» About this exercise
Scan the material for "items". Copy every line it appears in.

************

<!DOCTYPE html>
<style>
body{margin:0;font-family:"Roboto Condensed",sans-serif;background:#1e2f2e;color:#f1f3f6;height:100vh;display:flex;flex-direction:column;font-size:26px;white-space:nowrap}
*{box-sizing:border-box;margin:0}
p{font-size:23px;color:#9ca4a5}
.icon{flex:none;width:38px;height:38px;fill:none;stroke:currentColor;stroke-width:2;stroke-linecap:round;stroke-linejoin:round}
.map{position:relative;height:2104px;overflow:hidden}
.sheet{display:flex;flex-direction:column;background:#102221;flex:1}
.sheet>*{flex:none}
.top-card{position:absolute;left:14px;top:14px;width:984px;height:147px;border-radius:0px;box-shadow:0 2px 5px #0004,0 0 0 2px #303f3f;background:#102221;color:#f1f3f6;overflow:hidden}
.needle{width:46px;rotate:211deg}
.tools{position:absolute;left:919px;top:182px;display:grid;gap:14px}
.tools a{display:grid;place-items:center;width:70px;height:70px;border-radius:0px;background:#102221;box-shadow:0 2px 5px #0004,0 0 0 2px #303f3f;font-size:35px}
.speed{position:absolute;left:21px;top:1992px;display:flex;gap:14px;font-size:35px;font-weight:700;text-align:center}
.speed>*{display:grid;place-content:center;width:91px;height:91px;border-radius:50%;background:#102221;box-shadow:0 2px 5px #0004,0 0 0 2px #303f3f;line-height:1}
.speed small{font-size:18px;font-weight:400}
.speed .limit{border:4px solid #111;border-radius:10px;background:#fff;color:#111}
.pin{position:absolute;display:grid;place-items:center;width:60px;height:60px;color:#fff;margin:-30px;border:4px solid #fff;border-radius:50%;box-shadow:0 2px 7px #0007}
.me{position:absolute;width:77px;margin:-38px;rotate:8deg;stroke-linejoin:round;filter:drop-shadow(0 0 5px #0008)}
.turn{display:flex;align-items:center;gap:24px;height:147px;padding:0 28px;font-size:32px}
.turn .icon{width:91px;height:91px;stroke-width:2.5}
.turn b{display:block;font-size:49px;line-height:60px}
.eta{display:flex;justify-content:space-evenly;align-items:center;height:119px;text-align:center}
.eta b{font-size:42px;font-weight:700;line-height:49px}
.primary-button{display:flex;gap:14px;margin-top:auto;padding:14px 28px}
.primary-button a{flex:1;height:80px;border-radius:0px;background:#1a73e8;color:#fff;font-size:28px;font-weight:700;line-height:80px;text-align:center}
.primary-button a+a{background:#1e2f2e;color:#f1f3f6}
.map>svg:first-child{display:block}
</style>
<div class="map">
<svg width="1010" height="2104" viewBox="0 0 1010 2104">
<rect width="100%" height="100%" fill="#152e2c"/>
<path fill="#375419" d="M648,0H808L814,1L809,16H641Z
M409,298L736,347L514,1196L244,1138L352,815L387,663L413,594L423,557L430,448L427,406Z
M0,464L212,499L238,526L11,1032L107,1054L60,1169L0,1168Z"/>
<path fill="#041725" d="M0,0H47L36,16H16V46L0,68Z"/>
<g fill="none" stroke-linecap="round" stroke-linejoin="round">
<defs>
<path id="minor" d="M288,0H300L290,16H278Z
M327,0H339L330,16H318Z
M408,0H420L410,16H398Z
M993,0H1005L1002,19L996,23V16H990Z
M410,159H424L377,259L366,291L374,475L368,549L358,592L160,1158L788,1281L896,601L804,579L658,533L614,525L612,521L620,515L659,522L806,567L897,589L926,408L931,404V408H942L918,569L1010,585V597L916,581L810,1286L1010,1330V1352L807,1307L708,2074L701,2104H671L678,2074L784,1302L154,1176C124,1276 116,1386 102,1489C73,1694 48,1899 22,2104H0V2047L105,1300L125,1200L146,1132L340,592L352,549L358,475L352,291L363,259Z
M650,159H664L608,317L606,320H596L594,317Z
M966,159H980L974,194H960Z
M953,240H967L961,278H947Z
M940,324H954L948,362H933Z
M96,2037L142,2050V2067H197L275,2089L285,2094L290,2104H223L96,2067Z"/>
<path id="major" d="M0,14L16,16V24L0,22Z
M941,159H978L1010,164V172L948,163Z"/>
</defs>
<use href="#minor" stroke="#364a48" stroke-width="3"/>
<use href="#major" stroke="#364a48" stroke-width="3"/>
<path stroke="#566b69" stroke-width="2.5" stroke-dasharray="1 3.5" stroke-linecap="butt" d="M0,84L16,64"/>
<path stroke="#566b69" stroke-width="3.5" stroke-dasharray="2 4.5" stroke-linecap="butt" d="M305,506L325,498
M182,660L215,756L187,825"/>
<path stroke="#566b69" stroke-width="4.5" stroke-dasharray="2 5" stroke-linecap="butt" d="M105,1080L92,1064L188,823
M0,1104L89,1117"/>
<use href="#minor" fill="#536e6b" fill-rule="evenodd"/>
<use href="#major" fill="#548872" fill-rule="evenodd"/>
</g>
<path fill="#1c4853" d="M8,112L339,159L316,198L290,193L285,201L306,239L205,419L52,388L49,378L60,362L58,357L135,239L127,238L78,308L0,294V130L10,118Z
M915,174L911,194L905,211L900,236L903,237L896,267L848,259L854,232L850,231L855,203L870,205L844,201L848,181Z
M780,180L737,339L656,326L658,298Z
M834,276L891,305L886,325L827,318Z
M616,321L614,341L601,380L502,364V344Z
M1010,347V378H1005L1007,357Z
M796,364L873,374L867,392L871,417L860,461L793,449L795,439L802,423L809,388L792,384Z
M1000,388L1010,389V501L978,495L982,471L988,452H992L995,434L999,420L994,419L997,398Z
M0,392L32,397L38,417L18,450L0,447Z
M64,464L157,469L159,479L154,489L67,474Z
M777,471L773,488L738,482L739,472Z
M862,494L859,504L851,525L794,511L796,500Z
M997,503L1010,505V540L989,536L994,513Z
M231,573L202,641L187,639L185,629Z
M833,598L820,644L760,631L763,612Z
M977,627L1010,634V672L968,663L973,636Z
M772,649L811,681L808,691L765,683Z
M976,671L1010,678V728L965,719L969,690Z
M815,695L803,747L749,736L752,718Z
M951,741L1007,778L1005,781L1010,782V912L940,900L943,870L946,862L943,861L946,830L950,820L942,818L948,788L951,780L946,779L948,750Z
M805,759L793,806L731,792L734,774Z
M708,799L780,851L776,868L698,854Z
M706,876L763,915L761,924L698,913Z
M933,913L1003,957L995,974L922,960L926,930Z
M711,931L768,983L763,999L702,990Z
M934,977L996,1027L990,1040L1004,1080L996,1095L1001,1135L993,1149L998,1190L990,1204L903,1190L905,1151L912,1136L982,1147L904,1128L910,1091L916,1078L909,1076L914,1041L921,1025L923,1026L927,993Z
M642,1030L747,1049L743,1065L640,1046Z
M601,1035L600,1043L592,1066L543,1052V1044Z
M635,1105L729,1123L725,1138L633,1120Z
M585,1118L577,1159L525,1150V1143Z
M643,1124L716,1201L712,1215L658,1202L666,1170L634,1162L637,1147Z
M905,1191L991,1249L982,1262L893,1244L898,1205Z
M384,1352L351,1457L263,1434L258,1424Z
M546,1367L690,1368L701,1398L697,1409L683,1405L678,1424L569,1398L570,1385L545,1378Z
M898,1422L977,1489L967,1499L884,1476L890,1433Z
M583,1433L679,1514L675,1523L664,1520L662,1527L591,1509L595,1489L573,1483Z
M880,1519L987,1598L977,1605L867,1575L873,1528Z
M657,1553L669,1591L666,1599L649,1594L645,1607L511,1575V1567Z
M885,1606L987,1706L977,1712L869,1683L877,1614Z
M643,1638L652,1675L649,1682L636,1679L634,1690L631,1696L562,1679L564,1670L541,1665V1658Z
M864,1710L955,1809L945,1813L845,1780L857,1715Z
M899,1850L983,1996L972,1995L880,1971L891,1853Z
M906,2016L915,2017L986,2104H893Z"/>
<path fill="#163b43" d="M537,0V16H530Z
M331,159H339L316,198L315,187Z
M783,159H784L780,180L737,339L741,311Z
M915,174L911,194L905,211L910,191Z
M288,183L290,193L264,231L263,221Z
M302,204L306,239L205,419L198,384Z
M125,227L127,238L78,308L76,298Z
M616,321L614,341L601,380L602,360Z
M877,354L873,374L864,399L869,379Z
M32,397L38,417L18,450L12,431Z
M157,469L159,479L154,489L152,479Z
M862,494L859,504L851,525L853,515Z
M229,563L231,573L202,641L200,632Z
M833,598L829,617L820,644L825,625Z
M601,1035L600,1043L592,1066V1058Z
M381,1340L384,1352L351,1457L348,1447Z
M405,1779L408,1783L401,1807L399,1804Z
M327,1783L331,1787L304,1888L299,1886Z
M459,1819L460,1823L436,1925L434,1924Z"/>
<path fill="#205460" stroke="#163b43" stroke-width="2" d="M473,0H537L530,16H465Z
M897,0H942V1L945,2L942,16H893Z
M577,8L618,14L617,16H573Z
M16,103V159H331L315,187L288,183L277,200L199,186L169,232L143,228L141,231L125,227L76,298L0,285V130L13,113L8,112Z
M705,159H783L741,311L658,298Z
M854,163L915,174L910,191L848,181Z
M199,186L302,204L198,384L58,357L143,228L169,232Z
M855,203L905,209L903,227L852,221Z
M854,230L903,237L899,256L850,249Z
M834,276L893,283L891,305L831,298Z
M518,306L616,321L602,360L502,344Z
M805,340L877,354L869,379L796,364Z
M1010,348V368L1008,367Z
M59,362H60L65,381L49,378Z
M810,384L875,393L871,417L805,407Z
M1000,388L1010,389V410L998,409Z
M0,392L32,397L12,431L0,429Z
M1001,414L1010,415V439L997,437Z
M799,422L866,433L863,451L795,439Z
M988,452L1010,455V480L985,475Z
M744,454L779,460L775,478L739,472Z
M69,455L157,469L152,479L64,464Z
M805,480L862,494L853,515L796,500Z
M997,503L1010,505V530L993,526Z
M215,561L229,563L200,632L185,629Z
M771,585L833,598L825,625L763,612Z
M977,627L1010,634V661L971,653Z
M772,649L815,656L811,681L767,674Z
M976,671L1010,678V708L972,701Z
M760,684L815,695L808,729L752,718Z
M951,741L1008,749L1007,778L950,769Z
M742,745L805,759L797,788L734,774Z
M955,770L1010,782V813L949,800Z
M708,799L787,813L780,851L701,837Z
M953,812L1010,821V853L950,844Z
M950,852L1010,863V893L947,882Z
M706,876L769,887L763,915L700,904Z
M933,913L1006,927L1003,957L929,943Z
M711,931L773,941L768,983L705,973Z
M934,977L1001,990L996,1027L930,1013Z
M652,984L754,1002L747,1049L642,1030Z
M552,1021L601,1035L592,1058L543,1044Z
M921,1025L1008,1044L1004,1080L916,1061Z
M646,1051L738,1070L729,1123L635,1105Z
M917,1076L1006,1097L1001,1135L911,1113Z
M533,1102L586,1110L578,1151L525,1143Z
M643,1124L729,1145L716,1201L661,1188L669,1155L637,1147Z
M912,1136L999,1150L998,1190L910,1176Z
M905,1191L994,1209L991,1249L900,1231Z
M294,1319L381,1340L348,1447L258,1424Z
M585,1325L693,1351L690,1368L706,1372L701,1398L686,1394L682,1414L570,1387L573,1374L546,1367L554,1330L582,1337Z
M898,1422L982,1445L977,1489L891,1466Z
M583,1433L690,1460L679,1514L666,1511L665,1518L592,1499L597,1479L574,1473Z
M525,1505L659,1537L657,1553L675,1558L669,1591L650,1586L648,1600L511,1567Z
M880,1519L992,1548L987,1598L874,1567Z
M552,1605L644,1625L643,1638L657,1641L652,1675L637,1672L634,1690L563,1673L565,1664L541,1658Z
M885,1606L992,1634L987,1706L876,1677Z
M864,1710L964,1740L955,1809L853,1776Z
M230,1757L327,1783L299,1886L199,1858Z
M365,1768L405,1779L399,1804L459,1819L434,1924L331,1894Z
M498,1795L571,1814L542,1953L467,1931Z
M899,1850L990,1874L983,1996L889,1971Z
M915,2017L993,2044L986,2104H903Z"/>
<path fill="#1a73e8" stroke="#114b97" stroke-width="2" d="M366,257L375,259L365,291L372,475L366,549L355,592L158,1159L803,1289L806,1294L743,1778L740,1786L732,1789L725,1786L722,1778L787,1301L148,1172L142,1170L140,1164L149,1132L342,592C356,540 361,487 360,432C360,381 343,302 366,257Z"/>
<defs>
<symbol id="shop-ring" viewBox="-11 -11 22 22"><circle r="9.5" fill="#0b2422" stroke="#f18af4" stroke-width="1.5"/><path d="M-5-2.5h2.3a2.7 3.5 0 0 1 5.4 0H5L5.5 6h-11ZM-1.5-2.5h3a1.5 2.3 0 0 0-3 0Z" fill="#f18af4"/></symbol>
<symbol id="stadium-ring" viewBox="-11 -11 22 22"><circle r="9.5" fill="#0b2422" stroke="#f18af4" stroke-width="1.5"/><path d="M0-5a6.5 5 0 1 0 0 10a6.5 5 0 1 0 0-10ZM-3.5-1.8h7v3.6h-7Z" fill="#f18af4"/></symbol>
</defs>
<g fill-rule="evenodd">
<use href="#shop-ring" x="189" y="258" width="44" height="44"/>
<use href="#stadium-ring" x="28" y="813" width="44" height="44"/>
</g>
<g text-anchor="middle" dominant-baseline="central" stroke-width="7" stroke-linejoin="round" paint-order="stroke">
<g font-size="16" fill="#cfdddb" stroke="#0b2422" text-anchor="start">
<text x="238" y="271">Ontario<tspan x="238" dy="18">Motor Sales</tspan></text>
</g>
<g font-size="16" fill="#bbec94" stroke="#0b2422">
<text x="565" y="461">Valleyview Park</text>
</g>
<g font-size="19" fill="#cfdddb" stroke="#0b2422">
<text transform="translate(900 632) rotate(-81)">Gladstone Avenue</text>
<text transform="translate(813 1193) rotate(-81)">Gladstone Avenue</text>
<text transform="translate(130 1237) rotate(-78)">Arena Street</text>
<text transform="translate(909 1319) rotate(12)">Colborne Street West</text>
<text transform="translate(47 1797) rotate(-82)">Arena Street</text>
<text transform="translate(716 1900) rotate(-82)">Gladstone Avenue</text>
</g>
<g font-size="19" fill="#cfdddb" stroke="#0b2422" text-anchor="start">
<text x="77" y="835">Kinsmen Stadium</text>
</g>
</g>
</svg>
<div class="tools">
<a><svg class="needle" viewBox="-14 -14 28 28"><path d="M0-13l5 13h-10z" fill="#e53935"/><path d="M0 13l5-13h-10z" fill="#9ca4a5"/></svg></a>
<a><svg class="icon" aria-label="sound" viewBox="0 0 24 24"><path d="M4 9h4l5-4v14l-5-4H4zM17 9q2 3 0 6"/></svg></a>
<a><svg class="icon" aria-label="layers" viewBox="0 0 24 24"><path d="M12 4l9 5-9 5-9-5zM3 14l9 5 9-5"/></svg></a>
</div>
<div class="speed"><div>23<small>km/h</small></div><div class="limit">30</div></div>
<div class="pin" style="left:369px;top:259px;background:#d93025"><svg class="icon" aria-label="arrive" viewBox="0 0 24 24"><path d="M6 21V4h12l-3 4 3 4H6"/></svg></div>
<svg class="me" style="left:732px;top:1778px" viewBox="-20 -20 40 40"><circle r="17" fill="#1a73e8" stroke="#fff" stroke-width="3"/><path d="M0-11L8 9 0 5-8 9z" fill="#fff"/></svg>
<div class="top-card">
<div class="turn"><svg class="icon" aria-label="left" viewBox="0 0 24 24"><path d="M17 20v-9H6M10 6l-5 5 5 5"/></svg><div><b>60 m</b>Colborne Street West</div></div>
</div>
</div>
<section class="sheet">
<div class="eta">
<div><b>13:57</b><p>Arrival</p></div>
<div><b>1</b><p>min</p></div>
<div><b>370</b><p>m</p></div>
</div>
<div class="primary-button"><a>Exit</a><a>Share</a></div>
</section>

************

» Written solution
.tools a{display:grid;place-items:center;width:70px;height:70px;border-radius:0px;background:#102221;box-shadow:0 2px 5px #0004,0 0 0 2px #303f3f;font-size:35px}
.pin{position:absolute;display:grid;place-items:center;width:60px;height:60px;color:#fff;margin:-30px;border:4px solid #fff;border-radius:50%;box-shadow:0 2px 7px #0007}
.turn{display:flex;align-items:center;gap:24px;height:147px;padding:0 28px;font-size:32px}
.eta{display:flex;justify-content:space-evenly;align-items:center;height:119px;text-align:center}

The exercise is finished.